Just as when Verstappen and Norris collided in Austria, the best-placed driver to benefit was George Russell. His third place moved him up to seventh in the championship. Perez, who was as high as second in the standings six rounds in, has fallen to eighth, with each of the McLaren, Ferrari and Mercedes drivers separating him from his points-leading team mate – a grim outcome from a race in which he’d spent every lap ahead of Verstappen.
The crash led to a points windfall for Williams, who scored 10 points, their biggest haul since the 2021 Belgian Grand Prix. Their drivers Russell and Nicholas Latifi finished second and ninth respectively on that occasion, but scored only half points as the race was drastically shortened. However the pair also scored 10 points in the preceding round at the Hungaroring, Latifi taking seventh ahead of Russell.
Franco Colapinto therefore became the first driver from Argentina to score points since Carlos Reutemann finished second in the 1982 South African Grand Prix. This does a disservice to a few other Argentinian drivers, however: Esteban Tuero and Gaston Mazzacane also achieved eighth-place finishes, in 1998 and 2000, both for Minardi, but only the top six drivers scored points at the time. That was also the case when Norberto Fontana took two ninth-place finishes in 1997.

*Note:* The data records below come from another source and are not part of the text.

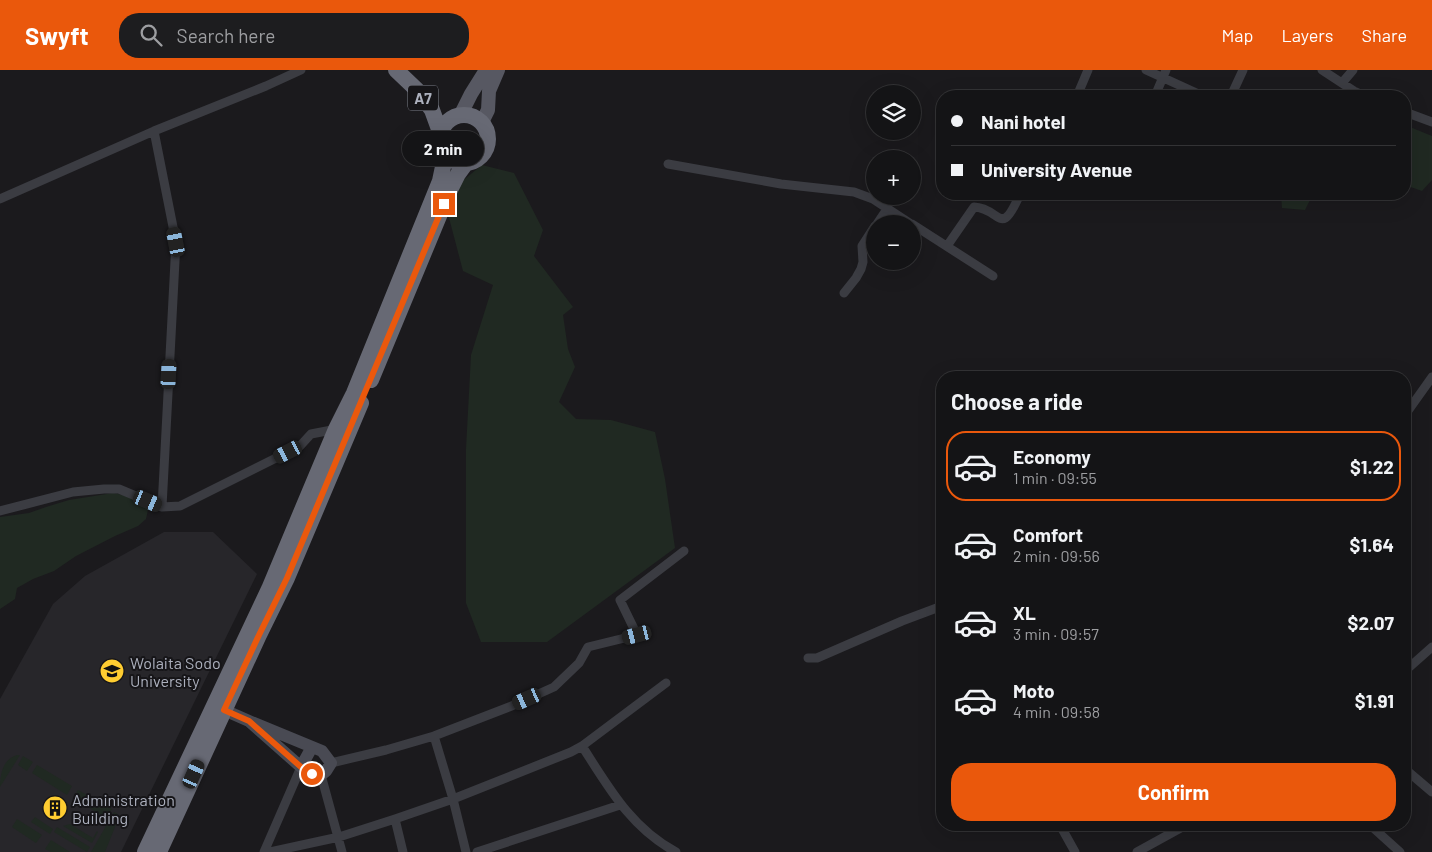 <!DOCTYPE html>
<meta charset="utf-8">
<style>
:root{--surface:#141416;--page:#1d1d1f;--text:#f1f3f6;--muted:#9d9ea1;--line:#333335;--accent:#ea580c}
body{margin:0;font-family:Barlow,sans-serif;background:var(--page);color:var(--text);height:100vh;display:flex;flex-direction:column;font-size:19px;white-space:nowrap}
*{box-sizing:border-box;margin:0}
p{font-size:16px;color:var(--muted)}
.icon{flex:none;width:28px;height:28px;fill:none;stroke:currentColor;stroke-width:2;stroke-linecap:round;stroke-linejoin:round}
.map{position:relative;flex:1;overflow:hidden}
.details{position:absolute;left:936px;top:301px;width:475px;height:460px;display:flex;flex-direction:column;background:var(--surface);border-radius:20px;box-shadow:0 5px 20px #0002,0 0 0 1px var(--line)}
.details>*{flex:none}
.banner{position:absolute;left:936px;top:20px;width:475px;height:110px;border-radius:20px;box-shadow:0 5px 20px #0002,0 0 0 1px var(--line);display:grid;align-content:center;height:110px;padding:0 15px;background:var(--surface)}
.buttons{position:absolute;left:866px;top:15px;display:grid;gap:10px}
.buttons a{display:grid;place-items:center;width:55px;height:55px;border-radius:50%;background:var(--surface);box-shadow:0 5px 20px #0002,0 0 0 1px var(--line);font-size:25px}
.end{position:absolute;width:22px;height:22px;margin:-11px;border:6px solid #ea580c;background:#fff;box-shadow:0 0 0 2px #fff}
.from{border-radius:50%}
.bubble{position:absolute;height:35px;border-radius:18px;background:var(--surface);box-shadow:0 5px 20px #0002,0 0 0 1px var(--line);font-size:16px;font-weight:700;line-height:35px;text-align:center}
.car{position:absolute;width:15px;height:30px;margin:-15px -8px;border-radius:6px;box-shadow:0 0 4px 1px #0007;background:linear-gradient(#222 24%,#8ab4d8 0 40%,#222 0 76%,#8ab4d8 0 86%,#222 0)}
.banner b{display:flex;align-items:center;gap:18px;height:48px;font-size:19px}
.banner b+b{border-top:1px solid var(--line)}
.banner i{width:12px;height:12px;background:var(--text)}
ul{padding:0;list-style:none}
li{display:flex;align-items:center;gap:15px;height:70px;margin:0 10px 8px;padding:0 5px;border:2px solid transparent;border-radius:20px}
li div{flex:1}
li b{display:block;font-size:19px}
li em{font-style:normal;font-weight:700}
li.active{border-color:var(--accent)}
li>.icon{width:45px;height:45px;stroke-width:1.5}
h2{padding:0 15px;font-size:22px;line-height:60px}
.action{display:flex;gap:10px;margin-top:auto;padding:10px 15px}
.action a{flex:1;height:58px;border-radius:20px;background:var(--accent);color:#fff;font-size:20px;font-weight:700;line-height:58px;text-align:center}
header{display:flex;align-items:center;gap:30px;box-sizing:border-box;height:70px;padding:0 25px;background:var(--accent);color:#fff}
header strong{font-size:24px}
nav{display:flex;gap:28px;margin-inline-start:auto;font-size:18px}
.search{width:350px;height:45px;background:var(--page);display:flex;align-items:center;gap:12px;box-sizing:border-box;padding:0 18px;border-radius:20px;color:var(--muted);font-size:19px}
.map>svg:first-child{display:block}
.built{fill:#27262a}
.green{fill:#202922}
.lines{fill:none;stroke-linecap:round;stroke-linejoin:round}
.street{stroke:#3b3c42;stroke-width:9}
.secondary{stroke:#494a53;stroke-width:12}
.primary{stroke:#575862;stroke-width:14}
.highway{stroke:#676974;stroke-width:16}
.route{stroke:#ea580c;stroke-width:6}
.labels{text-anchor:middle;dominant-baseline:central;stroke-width:4;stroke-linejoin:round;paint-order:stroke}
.shield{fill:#161518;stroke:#7f828c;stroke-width:1}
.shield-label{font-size:15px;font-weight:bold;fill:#acb0bd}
.poi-label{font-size:16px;fill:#acb0bd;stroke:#161518;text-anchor:start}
</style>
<header>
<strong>Swyft</strong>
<div class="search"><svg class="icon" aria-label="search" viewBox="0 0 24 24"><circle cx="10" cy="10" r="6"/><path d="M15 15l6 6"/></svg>Search here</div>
<nav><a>Map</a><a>Layers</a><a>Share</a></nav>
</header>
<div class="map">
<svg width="1432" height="782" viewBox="0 0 1432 782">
<rect width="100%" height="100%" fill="#1b1a1d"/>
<path class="built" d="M164,462h49l44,42 -136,278h-121v-153l53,-95 32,-28z"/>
<path class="green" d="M1405,55l27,11v44l-10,11 -17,-6z
M482,95l32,8 29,57 -9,26 39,51 -10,8 5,34 7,18 -16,35 17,17 35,1 44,12 10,47 10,69 -128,94h-66l-15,-39v-154l5,-94 22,-70 -30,-14 -15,-57 13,-32z
M1281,124h32l-8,16 -23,-2z
M113,423l16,3 20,9 -3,14 -8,7 -23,10 -39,20 -22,15 -21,8 -16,9 -2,11 -15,10v-92l29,-4 17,-6 23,-7z
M17,685h3l-20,32c0,-13 3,-28 17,-32z
M23,686l10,6 -6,9 -9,-6z
M37,695l35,21 -5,9 -35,-22z
M78,720l34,19 -6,9 -33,-20z
M114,742l4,2 1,3 -14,35h-14z
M35,747l18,12 -3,5 -19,-12z
M17,749l25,16 -6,8 -24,-16z
M70,754l23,14 4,-7 1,1 -6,11 -29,-17z
M57,757l33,20 -3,5 -33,-20z
M51,770l19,12h-19l-6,-3z"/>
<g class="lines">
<path class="street" d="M1146,0l57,26
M1322,0l32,21 11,5
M1342,13l11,-13
M1077,26l11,-26
M1155,26l11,-26
M1231,26l12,-26
M1405,42l27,10
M154,61l22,111 -14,265
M668,94l113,20 73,8 19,7 38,25
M0,129l154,-68 112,-45 35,-16
M877,154l10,-15
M912,154l81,52
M947,176l27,-39c27,1 26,33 46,-13
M844,223l12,-15 5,-9 2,-7 -1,-16 13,-20
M1405,345l27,-38
M0,441l73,-19 31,-3h15l43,18 18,-1 120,-60 11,-12 26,-5
M808,588h9l85,-37 40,-15
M1405,601l27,-24
M434,666l19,63 13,53
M582,676l84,-63
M331,693l55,-13 48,-14 80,-31 40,-18 25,-24 9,-16 49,-12 -17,-35 64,-49
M1405,699l27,23
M321,705l21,77
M395,749l8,33
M1060,755l15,27
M1370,755l30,27
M264,782l37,-85
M270,782l69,-15 56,-18 58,-20 118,-47 11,-6c27,42 49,82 94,106
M477,782l143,-47
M1137,782l49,-27"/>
<path class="secondary" d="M224,640l25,11 52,46
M249,651l73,30 9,12 -5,8 -5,4 -9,-1 -11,-7 11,-20"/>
<path class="primary" d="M461,44l10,-20 15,-24
M482,52l6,-12 1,-19 9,-21"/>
<path class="highway" d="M396,0l21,20 15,20 8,22
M440 69a24 24 0 1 1 48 0a24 24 0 1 1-48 0Z
M371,310l78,-188 9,-18 8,-11
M145,782l124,-263 67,-160 18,-36 86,-212 4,-19 -1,-11
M159,782l100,-217 28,-57 74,-175"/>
</g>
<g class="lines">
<path class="route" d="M312,704l-11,-7 -52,-46 -25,-11 35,-75 28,-57 157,-374"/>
</g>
<defs>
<symbol id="university-disc" viewBox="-11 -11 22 22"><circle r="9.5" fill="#ffcd31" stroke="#161518"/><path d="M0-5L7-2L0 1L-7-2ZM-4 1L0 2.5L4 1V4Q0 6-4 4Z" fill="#111"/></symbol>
<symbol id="building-disc" viewBox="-11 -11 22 22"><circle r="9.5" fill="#ffcd31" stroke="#161518"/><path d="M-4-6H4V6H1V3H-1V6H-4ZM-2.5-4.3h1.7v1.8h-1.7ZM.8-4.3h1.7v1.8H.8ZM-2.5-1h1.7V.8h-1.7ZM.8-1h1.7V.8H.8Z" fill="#111"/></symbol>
</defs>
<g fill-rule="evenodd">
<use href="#university-disc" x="98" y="587" width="28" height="28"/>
<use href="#building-disc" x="41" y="724" width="28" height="28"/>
</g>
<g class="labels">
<rect class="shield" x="408" y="15.5" width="30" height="25" rx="4"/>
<g class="shield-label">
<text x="423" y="28">A7</text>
</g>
<g class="poi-label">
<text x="130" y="592">Wolaita Sodo<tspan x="130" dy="18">University</tspan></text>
<text x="72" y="729">Administration<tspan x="72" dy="18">Building</tspan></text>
</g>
</g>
</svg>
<div class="buttons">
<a><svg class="icon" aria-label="layers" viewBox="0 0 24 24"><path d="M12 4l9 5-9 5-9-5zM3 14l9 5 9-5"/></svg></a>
<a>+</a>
<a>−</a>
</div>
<i class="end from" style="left:312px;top:704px"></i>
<i class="end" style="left:444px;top:134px"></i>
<div class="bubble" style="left:402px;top:61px;width:82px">2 min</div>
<i class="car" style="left:176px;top:172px;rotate:349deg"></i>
<i class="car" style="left:169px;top:304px;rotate:3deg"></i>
<i class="car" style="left:288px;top:382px;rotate:243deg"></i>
<i class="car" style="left:148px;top:431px;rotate:113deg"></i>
<i class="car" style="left:637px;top:565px;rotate:256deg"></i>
<i class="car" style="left:527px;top:629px;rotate:246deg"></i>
<i class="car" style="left:194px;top:704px;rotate:24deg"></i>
<div class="banner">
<b><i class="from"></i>Nani hotel</b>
<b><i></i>University Avenue</b>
</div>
<section class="details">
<h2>Choose a ride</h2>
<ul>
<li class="active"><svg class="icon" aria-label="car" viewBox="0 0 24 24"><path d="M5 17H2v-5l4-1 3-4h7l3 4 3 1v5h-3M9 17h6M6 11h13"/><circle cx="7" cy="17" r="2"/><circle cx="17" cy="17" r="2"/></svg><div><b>Economy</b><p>1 min · 09:55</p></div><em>$1.22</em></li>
<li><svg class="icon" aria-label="car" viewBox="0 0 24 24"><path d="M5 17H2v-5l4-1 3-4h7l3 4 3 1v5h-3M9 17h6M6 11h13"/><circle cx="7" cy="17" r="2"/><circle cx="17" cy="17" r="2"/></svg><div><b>Comfort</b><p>2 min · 09:56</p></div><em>$1.64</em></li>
<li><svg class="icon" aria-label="car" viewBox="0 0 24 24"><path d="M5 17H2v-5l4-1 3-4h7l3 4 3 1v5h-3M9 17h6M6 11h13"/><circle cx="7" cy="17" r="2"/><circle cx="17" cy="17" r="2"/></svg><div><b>XL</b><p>3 min · 09:57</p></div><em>$2.07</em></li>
<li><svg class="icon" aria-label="car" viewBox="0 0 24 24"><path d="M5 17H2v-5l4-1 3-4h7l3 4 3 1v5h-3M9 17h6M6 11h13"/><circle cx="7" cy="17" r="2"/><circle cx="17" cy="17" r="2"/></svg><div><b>Moto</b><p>4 min · 09:58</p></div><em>$1.91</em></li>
</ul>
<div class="action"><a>Confirm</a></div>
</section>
</div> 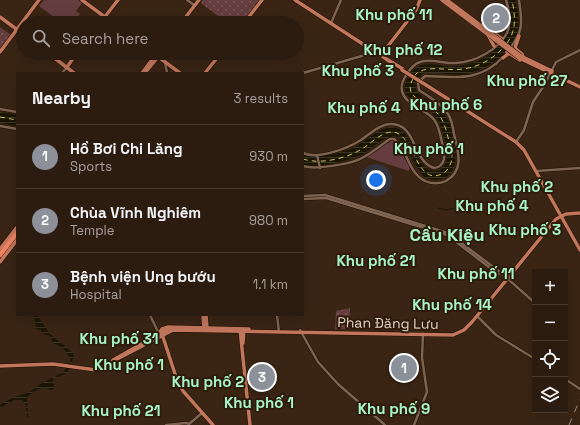 <!DOCTYPE html>
<meta charset="utf-8">
<style>
:root{--surface:#2c1c0f;--page:#342518;--text:#f1f3f6;--muted:#a6a19e;--line:#483a2f;--accent:#8c9099}
body{margin:0;font-family:"Space Grotesk",sans-serif;background:var(--page);color:var(--text)}
.controls{position:absolute;right:12px;bottom:12px;display:grid;overflow:hidden;border-radius:0px;box-shadow:0 4px 16px #0002}
.controls button{width:36px;height:36px;display:grid;place-items:center;padding:0;border:0;border-bottom:1px solid var(--line);background:var(--surface);color:var(--text);font:20px sans-serif}
.you{position:absolute;left:376px;top:180px;width:14px;height:14px;margin:-10px;border:3px solid #fff;border-radius:50%;background:#1a73e8;box-shadow:0 0 0 6px #1a73e833}
.badge{display:grid;place-items:center;width:26px;height:26px;border-radius:50%;background:var(--accent);color:#fff;font-size:13px;font-weight:700}
.pin{position:absolute;translate:-50% -50%;border:2px solid #fff;box-shadow:0 1px 4px #0006}
.list{margin:0;padding:0;list-style:none}
h2{display:flex;justify-content:space-between;align-items:center;height:52px;margin:0;padding:0 16px;font-size:17px}
h2 small{font-size:13px;font-weight:400;color:var(--muted)}
.list li{display:grid;grid-template-columns:26px 1fr auto;gap:12px;align-items:center;box-sizing:border-box;height:64px;padding:0 16px;border-top:1px solid var(--line)}
.list b{display:block;font-size:15px;white-space:nowrap}
.list p{margin:0;font-size:13px;white-space:nowrap;color:var(--muted)}
.list em{font-size:13px;font-style:normal;color:var(--muted)}
.icon{flex:none;width:22px;height:22px;fill:none;stroke:currentColor;stroke-width:2;stroke-linecap:round;stroke-linejoin:round}
.map{position:relative;flex:none;width:580px;height:425px;overflow:hidden}
.search{position:absolute;background:var(--surface);box-shadow:0 4px 16px #0002;left:16px;top:16px;width:288px;height:44px;display:flex;align-items:center;gap:10px;box-sizing:border-box;padding:0 14px;border-radius:22px;color:var(--muted);font-size:15px}
.panel{position:absolute;background:var(--surface);box-shadow:0 4px 16px #0002;left:16px;top:72px;width:288px;height:244px;border-radius:0px}
.map>svg:first-child{display:block}
</style>
<div class="map">
<svg width="580" height="425" viewBox="0 0 580 425">
<defs>
<pattern id="grass-dots" width="8" height="8" patternUnits="userSpaceOnUse"><rect width="8" height="8" fill="#653d3e"/><path d="M2 2h.1M6 6h.1" fill="none" stroke="#7b5858" stroke-width="1.8" stroke-linecap="round"/></pattern>
<pattern id="water-rules" width="6" height="5" patternUnits="userSpaceOnUse"><rect width="6" height="5" fill="#1a1603"/><path d="M0 2.5h6" fill="none" stroke="#3b3726"/></pattern>
</defs>
<rect width="100%" height="100%" fill="#3a2514"/>
<g fill="url(#grass-dots)">
<path d="M203,0H261L242,23H227L201,3Z"/>
<path d="M0,27L11,35L0,49Z"/>
<path d="M350,308V329H335L336,311Z"/>
</g>
<g fill="#653d3e">
<path d="M44,0H78L82,3L76,11L80,14L73,23H62L39,6Z"/>
<path d="M391,141H394L410,167L409,171L366,157Z"/>
</g>
<g fill="url(#water-rules)">
<path d="M508,0H516C517,9 520,19 518,28C514,54 483,73 459,75C447,75 436,72 424,73L420,76L415,83L417,92C426,100 440,105 446,116C454,131 464,169 444,178C437,181 429,180 423,176L400,140L395,136C382,137 373,148 363,154C349,161 317,169 303,164V154C317,159 346,153 358,145C367,140 377,130 387,128C416,122 413,171 435,171C456,171 443,128 437,119C430,108 415,104 406,94C402,84 410,68 422,65C433,62 447,68 458,66C493,62 518,35 508,0Z"/>
<path d="M0,112L17,115V126L0,123Z"/>
<path d="M34,315H37L50,334L73,353L74,357L67,373L53,379L54,389L51,390L44,387L33,392L27,397L28,417H27L26,405L22,400H14L0,408V405L14,397L28,393L42,383L64,372L71,359L62,347L53,343L50,336L44,334L41,330L36,329Z"/>
</g>
<g fill="none" stroke-linecap="round" stroke-linejoin="round">
<path stroke="#1a1603" stroke-width="1" d="M438,208L447,210L467,205"/>
<g stroke="#d5c262" stroke-width="1" stroke-dasharray="5 4" stroke-linecap="butt">
<path d="M507,43C517,30 515,15 512,0"/>
<path d="M414,76C425,63 448,72 463,69C479,67 493,59 504,47"/>
<path d="M0,117L17,120"/>
<path d="M303,159C321,165 349,158 365,147C372,142 381,133 391,132C414,131 415,183 439,175C444,174 448,170 450,165C454,157 451,149 449,141C444,122 443,115 426,104C421,101 415,98 411,93L410,86L413,78"/>
</g>
<g stroke="#200d01" stroke-width="3.5">
<g id="minor">
<path d="M187,0L194,5"/>
<path d="M331,23L341,0"/>
<path d="M510,48C524,31 522,21 519,0"/>
<path d="M165,62L167,73"/>
<path d="M62,73L67,67"/>
<path d="M303,73L372,53"/>
<path d="M0,109L17,112"/>
<path d="M0,126L17,129"/>
<path d="M516,142L524,130L533,102L545,84L556,62L580,50"/>
<path d="M303,153C318,160 348,148 361,140C370,134 380,124 391,124C417,124 412,161 434,168C439,168 443,164 444,159C445,153 439,126 435,121C428,110 411,108 404,96C399,88 402,81 407,74C410,69 414,64 420,62C431,58 445,64 456,63C475,62 498,50 507,33C511,24 509,9 506,0"/>
<path d="M317,155L320,168"/>
<path d="M303,166C315,170 353,164 364,157C373,152 381,145 390,139H394C408,150 408,173 425,181C431,184 440,184 446,181C465,170 458,151 454,134C453,127 452,120 448,114C441,103 429,97 419,90L418,83L425,76C456,77 480,82 503,57"/>
<path d="M536,171L580,168"/>
<path d="M303,196L325,195L448,233L500,272L535,303"/>
<path d="M303,199L326,198L447,235L448,234"/>
<path d="M447,235L498,274H501"/>
<path d="M150,315L159,334"/>
<path d="M277,315L279,332"/>
<path d="M477,316L496,335L535,359"/>
<path d="M300,330L318,362L338,384L385,425"/>
<path d="M565,379L580,389"/>
<path d="M189,424L202,413"/>
<path d="M166,425L186,423L189,424"/>
<path d="M414,425L427,392L422,358L423,334"/>
</g>
</g>
<g stroke="#200d01" stroke-width="4.5">
<g id="major">
<path d="M82,0L113,23"/>
<path d="M295,0L372,50"/>
<path d="M442,0L490,36"/>
<path d="M447,0L492,34"/>
<path d="M0,17L23,34"/>
<path d="M100,23L118,0"/>
<path d="M181,23L199,0"/>
<path d="M244,23L262,0"/>
<path d="M490,32L494,33L502,39"/>
<path d="M488,35L494,46"/>
<path d="M519,36L515,48L522,54L523,57"/>
<path d="M371,48L389,61"/>
<path d="M0,52L39,0"/>
<path d="M507,52L520,60"/>
<path d="M48,53L74,73"/>
<path d="M153,53L180,73"/>
<path d="M381,55L416,10L420,0"/>
<path d="M521,56L552,71"/>
<path d="M503,58L509,53"/>
<path d="M519,58L580,87"/>
<path d="M388,60L403,69"/>
<path d="M67,67L77,53"/>
<path d="M142,73L157,53"/>
<path d="M145,73L158,57"/>
<path d="M205,73L221,53"/>
<path d="M426,85L516,142L524,150L580,250"/>
<path d="M0,249L17,227"/>
<path d="M0,262L17,240"/>
<path d="M203,315L204,329"/>
<path d="M206,315L207,328"/>
<path d="M240,329L250,425"/>
<path d="M159,334L162,329L168,327L249,329"/>
<path d="M162,334L177,380L183,391L213,425"/>
<path d="M243,343L244,330"/>
<path d="M113,360L170,328"/>
<path d="M0,366L53,364L96,370L173,330L453,335L464,330L472,322L556,219L566,214L580,213"/>
</g>
</g>
<g stroke="#200d01" stroke-width="5.5">
<path id="highway" d="M0,255L17,233"/>
</g>
<use href="#minor" stroke="#7e6552" stroke-width="2.5"/>
<use href="#major" stroke="#c1775c" stroke-width="3.5"/>
<use href="#highway" stroke="#ed8363" stroke-width="4.5"/>
<path stroke="#9c8b7e" stroke-width="1" stroke-dasharray="7 7" stroke-linecap="butt" d="M569,425L580,399"/>
<g stroke="#200d01" stroke-width="4.5" stroke-linecap="butt">
<g id="major-bridge">
<path d="M492,34L521,56"/>
<path d="M490,36L519,58"/>
<path d="M402,70L426,85"/>
</g>
</g>
<use href="#major-bridge" stroke="#c1775c" stroke-width="3.5"/>
</g>
<g text-anchor="middle" dominant-baseline="central" stroke-width="4" stroke-linejoin="round" paint-order="stroke">
<g font-size="14" fill="#e1d2c8" stroke="#2f1b0a">
<text transform="translate(388 323) rotate(1)">Phan Đăng Lưu</text>
</g>
<g font-size="15" font-weight="bold" fill="#a6f5c8" stroke="#2f1b0a">
<text x="394" y="14">Khu phố 11</text>
<text x="403" y="49">Khu phố 12</text>
<text x="358" y="70">Khu phố 3</text>
<text x="527" y="80">Khu phố 27</text>
<text x="446" y="104">Khu phố 6</text>
<text x="364" y="107">Khu phố 4</text>
<text x="429" y="148">Khu phố 1</text>
<text x="517" y="186">Khu phố 2</text>
<text x="492" y="205">Khu phố 4</text>
<text x="525" y="229">Khu phố 3</text>
<text x="376" y="260">Khu phố 21</text>
<text x="476" y="273">Khu phố 11</text>
<text x="452" y="304">Khu phố 14</text>
<text x="119" y="338">Khu phố 31</text>
<text x="129" y="364">Khu phố 1</text>
<text x="208" y="381">Khu phố 2</text>
<text x="259" y="402">Khu phố 1</text>
<text x="394" y="408">Khu phố 9</text>
<text x="121" y="410">Khu phố 21</text>
</g>
<g font-size="18" font-weight="bold" fill="#a6f5c8" stroke="#2f1b0a">
<text x="447" y="234">Cầu Kiệu</text>
</g>
</g>
</svg>
<div class="controls">
<button>+</button>
<button>−</button>
<button><svg class="icon" aria-label="locate" viewBox="0 0 24 24"><circle cx="12" cy="12" r="6"/><path d="M12 2v4M12 18v4M2 12h4M18 12h4"/></svg></button>
<button><svg class="icon" aria-label="layers" viewBox="0 0 24 24"><path d="M12 4l9 5-9 5-9-5zM3 14l9 5 9-5"/></svg></button>
</div>
<div class="you"></div>
<div class="pin badge" style="left:404px;top:368px">1</div>
<div class="pin badge" style="left:496px;top:18px">2</div>
<div class="pin badge" style="left:262px;top:377px">3</div>
<div class="search"><svg class="icon" aria-label="search" viewBox="0 0 24 24"><circle cx="10" cy="10" r="6"/><path d="M15 15l6 6"/></svg>Search here</div>
<section class="panel">
<h2>Nearby<small>3 results</small></h2>
<ul class="list">
<li><span class="badge">1</span><div><b>Hồ Bơi Chi Lăng</b><p>Sports</p></div><em>930 m</em></li>
<li><span class="badge">2</span><div><b>Chùa Vĩnh Nghiêm</b><p>Temple</p></div><em>980 m</em></li>
<li><span class="badge">3</span><div><b>Bệnh viện Ung bướu</b><p>Hospital</p></div><em>1.1 km</em></li>
</ul>
</section>
</div>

Ninth place for Hamilton meant he had little to celebrate on the occasion of his 349th grand prix start. He has now entered as many races as Kimi Raikkonen, becoming the joint-second-most experienced driver in F1 history.
Finally, Oliver Bearman achieved the unique distinction of not merely scoring points in his first two grands prix, but doing so far two different teams: Ferrari in Jeddah and Haas last weekend.